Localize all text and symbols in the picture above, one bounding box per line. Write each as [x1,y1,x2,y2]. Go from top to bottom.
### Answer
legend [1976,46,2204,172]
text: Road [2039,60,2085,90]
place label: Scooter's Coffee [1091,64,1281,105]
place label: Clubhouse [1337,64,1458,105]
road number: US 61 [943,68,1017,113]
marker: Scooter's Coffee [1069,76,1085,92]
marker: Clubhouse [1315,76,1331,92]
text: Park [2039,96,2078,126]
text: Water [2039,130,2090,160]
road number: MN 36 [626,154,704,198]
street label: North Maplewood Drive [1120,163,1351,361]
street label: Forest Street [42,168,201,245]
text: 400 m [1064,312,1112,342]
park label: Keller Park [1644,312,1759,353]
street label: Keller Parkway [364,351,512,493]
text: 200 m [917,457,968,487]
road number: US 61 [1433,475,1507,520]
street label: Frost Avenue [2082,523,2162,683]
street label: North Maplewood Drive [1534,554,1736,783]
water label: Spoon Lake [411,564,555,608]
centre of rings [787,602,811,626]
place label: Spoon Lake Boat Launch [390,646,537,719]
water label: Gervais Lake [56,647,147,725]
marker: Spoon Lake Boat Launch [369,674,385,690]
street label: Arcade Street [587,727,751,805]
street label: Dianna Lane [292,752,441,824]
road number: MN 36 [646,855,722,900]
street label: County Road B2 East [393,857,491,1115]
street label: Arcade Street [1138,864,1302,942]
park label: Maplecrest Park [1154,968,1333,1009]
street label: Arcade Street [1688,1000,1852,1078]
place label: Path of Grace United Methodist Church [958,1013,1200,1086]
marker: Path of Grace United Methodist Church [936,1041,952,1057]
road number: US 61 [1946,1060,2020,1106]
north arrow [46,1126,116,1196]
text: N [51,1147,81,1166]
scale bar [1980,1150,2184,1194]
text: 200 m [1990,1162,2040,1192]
○ ○ ○
=== What is being asked ===
Filter the records for the word "Arcade" and show every line that has it.

=== Answer to this problem ===
street label: Arcade Street [587,727,751,805]
street label: Arcade Street [1138,864,1302,942]
street label: Arcade Street [1688,1000,1852,1078]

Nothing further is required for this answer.